The Looted Ships in the Navy Docks

Pam Keyes has just published a very interesting article about the Battle of Lake Borgne.

http://www.historiaobscura.com/pattersons-mistake-the-battle-of-lake-borgne-revisited/

The article describes a number of tactical and strategic mistakes made by Commodore Daniel T. Patterson and those under his command that not only lost the United States Navy some badly needed gun boats but also made those same gun boats available to the British to use against the American forces.

The article also touched obliquely on the fate of the ships confiscated at Barataria during the Patterson-Ross raid.

Patterson’s small navy had been reduced to the Carolina schooner and Louisiana sloop, both at New Orleans, and one gunboat at Ft. St. Phillip on the Mississippi River. Six fast armed schooners taken in the Patterson-Ross raid of Jean Laffite’s Barataria sat idle at the Navy yard in New Orleans, but couldn’t be used for two reasons: there were no sailors to man them, and they were still awaiting judgment in admiralty court, so it was like they weren’t even there. The Louisiana also couldn’t be used initially due to a lack of men.
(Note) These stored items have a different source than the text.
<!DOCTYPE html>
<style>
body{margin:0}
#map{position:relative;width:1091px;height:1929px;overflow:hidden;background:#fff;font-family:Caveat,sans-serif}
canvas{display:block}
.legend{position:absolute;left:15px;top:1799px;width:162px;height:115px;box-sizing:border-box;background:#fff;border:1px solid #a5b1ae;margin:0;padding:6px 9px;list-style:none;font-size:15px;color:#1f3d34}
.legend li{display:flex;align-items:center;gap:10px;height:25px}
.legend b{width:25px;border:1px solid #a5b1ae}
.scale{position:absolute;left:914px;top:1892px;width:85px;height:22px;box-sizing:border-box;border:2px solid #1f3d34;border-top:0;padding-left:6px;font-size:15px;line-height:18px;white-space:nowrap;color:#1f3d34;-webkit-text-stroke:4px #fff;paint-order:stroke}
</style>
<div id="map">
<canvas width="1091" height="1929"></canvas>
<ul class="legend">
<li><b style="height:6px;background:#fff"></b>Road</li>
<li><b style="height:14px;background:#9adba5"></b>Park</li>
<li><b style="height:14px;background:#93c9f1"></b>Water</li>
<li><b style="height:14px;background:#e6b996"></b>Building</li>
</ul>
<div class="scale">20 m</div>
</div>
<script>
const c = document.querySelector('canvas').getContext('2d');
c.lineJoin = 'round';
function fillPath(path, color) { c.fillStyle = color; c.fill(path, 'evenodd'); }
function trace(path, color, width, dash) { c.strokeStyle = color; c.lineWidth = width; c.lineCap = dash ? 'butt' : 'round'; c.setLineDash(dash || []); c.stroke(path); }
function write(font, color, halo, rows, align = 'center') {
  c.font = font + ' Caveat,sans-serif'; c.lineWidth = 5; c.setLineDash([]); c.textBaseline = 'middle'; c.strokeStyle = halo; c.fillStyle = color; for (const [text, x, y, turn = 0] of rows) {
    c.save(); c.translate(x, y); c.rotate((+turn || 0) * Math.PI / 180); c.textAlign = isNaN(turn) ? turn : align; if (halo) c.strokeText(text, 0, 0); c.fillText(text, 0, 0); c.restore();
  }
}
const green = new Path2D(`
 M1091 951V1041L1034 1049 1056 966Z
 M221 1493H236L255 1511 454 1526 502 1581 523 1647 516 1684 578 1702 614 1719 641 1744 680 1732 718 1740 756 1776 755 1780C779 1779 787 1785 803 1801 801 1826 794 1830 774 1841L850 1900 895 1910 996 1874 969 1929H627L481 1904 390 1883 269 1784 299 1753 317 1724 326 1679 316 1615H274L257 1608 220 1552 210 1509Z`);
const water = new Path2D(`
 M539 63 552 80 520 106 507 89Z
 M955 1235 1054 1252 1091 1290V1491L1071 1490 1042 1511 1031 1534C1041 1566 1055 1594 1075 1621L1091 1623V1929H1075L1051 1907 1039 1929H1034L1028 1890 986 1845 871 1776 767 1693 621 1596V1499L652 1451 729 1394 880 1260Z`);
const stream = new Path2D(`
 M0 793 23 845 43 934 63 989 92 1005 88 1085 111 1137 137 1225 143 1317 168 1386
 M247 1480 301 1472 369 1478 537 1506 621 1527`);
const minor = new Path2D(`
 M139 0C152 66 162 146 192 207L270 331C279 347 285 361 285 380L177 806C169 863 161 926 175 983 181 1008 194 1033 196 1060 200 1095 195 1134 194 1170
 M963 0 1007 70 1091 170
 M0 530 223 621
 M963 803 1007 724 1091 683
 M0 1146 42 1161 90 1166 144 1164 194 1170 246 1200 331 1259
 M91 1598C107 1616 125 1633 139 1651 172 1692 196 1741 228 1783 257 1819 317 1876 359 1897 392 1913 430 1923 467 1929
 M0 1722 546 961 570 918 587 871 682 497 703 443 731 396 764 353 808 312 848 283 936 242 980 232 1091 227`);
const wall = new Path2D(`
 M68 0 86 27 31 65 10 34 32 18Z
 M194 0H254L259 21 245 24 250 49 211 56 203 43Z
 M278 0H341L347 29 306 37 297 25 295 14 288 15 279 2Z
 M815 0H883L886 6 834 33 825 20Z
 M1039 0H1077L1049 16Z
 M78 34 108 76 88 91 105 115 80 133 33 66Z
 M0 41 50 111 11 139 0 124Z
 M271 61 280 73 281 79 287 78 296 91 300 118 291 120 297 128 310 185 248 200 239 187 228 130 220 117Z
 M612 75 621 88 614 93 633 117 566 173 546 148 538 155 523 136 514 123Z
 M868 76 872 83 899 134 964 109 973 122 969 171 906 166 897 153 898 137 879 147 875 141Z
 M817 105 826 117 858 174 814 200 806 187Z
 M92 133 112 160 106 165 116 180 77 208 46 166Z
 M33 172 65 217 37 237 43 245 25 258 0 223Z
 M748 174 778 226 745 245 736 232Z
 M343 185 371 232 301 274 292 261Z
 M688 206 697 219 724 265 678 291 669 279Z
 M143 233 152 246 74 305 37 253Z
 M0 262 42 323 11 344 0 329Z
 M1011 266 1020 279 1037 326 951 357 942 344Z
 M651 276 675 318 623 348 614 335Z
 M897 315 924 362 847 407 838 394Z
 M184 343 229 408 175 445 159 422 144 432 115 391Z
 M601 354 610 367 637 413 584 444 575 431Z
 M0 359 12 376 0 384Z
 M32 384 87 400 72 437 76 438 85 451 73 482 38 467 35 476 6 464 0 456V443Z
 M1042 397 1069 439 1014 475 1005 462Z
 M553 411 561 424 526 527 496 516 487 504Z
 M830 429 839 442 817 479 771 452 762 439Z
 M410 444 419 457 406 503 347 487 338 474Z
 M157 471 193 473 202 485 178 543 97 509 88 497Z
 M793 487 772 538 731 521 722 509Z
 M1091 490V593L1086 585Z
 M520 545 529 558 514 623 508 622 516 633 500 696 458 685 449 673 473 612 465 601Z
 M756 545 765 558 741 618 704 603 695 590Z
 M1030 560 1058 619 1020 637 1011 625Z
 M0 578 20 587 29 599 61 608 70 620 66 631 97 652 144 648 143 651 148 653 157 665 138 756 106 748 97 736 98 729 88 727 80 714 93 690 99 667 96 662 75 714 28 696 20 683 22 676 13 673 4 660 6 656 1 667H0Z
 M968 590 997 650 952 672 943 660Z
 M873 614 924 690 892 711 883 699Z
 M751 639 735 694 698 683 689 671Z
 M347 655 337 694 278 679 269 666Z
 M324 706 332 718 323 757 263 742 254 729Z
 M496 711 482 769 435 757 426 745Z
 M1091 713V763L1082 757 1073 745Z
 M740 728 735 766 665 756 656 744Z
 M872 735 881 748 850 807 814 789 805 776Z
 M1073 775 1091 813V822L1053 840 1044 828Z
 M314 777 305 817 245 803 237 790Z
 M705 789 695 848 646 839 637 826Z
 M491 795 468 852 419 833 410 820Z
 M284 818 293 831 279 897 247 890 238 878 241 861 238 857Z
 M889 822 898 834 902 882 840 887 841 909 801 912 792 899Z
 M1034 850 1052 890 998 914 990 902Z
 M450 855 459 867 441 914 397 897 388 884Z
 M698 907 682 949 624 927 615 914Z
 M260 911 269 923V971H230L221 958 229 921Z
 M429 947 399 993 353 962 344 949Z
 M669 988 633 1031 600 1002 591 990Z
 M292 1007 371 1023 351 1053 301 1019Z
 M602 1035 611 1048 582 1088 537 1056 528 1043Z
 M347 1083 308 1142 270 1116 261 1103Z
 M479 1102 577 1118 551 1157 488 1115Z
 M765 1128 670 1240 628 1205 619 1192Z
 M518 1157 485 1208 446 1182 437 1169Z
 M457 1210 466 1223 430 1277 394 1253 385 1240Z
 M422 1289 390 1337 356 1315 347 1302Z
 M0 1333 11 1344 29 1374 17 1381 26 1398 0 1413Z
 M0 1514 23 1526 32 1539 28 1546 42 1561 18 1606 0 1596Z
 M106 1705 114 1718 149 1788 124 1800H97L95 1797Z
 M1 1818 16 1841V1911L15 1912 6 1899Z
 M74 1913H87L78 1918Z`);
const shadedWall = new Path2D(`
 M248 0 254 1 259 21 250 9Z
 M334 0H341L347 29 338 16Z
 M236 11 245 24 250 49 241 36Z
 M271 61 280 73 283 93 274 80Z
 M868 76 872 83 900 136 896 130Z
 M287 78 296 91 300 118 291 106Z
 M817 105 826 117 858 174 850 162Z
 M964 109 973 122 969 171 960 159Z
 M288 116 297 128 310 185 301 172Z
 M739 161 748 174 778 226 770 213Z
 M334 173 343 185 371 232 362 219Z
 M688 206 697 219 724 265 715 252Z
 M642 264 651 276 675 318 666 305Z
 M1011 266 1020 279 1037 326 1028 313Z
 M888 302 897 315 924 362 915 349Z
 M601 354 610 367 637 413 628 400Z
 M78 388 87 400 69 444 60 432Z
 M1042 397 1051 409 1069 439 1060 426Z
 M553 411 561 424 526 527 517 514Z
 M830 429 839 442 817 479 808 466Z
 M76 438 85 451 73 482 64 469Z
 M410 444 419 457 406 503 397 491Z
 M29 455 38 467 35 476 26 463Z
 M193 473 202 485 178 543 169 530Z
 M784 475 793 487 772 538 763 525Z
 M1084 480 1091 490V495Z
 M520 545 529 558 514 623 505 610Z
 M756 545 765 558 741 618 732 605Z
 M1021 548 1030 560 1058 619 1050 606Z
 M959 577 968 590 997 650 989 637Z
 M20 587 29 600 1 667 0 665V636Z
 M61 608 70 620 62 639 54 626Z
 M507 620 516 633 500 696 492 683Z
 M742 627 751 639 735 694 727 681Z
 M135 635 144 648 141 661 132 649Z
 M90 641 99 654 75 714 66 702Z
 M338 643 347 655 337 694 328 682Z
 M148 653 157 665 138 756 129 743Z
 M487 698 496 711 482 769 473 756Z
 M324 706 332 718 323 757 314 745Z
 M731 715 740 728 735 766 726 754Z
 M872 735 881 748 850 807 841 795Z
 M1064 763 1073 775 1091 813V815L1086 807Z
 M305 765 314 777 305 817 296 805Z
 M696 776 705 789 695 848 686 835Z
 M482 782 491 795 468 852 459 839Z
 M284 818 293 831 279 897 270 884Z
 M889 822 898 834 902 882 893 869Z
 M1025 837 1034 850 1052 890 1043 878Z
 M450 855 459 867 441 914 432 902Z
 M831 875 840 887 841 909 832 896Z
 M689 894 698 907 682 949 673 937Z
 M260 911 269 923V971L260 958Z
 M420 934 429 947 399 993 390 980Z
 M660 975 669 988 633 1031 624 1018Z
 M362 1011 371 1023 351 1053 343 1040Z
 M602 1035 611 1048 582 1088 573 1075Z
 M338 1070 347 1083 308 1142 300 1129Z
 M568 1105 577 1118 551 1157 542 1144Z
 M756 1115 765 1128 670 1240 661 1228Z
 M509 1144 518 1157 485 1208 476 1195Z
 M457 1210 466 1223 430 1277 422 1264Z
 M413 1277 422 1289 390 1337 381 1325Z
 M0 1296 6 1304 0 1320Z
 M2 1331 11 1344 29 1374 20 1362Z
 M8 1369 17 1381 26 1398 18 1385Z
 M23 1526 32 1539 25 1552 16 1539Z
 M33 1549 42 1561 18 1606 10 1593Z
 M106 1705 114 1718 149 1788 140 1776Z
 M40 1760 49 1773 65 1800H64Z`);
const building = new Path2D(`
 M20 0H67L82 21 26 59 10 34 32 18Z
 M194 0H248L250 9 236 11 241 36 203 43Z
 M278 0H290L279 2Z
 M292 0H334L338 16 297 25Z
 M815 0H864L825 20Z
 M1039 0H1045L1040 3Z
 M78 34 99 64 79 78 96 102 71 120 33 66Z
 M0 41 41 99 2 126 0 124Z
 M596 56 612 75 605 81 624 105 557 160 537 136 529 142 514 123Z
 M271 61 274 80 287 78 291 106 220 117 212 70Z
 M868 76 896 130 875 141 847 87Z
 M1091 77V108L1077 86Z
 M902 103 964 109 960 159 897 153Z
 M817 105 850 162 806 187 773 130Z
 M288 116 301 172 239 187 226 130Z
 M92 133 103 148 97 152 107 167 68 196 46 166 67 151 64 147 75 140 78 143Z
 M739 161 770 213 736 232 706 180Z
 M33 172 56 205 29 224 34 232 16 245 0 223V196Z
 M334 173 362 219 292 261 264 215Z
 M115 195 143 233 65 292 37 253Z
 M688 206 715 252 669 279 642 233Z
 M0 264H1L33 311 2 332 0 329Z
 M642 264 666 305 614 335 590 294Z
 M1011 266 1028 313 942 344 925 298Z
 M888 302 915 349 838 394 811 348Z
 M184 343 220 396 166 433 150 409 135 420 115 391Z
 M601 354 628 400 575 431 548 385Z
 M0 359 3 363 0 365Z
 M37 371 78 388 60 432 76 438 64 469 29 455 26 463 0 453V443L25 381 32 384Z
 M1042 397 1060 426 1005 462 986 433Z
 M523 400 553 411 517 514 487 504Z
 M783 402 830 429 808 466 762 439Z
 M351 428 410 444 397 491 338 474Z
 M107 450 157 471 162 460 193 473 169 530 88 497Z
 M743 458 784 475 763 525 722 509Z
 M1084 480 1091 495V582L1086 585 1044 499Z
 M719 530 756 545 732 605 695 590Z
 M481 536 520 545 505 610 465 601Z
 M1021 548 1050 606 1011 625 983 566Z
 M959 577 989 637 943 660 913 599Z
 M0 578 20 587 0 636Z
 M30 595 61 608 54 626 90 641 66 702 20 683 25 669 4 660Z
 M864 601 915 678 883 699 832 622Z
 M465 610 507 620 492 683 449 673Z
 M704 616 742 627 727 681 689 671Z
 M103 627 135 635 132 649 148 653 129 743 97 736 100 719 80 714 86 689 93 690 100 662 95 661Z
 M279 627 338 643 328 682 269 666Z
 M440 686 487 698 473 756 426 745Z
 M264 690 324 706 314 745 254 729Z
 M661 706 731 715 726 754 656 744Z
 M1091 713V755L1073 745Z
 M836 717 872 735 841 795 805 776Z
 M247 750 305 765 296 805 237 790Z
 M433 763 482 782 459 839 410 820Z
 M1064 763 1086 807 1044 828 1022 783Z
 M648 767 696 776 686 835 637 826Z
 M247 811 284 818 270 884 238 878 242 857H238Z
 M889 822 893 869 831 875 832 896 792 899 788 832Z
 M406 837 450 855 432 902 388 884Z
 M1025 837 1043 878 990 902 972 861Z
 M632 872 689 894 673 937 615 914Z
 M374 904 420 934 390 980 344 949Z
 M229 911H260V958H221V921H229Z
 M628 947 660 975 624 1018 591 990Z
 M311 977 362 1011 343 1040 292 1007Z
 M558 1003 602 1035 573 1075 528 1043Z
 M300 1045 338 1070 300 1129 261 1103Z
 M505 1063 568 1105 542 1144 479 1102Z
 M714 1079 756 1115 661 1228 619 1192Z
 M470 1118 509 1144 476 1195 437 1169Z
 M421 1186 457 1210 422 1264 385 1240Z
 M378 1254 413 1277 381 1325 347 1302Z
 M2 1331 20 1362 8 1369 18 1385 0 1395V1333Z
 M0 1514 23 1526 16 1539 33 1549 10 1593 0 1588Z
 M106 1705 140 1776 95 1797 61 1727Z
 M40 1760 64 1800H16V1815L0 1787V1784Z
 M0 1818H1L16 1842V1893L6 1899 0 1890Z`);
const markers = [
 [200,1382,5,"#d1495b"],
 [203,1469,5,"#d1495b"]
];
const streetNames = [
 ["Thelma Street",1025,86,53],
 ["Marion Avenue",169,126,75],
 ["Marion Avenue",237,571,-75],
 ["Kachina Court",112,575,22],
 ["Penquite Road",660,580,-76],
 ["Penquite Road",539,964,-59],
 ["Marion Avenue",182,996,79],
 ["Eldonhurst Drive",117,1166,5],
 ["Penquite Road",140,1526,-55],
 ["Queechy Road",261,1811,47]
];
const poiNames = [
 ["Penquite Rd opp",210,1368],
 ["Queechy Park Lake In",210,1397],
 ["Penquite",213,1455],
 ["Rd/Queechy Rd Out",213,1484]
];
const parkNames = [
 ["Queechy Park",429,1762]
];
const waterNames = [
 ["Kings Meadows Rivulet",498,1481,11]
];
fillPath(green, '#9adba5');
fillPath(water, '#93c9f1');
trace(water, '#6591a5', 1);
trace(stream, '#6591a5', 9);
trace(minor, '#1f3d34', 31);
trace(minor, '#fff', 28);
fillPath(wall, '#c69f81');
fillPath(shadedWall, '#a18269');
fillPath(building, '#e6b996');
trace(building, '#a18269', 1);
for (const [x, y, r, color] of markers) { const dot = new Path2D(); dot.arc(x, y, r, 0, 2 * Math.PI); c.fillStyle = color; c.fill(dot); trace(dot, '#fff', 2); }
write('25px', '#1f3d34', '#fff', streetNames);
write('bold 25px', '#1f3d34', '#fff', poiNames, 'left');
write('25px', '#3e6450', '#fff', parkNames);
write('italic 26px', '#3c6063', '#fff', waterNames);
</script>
Only the Carolina boasted a full crew of New Englanders who had arrived with the ship in August 1814. Patterson’s unpopularity with sometime privateer crews made him anathema for them to want to work for his navy.
 One wonders, since Andrew Jackson had declared martial law and was conscripting men and impressing sailors and confiscating property and ignoring court orders, according to the book by Matthew Warshauer, why Jackson could not simply take over the Baratarian ships in the Navy dockyard and assign Baratarian volunteers under his command to man them.

Could it be because the Navy and the Army were separate entities, and there was no Secretary of the Navy in office, and Jackson was not sure he could make his martial law stick against Daniel T. Patterson?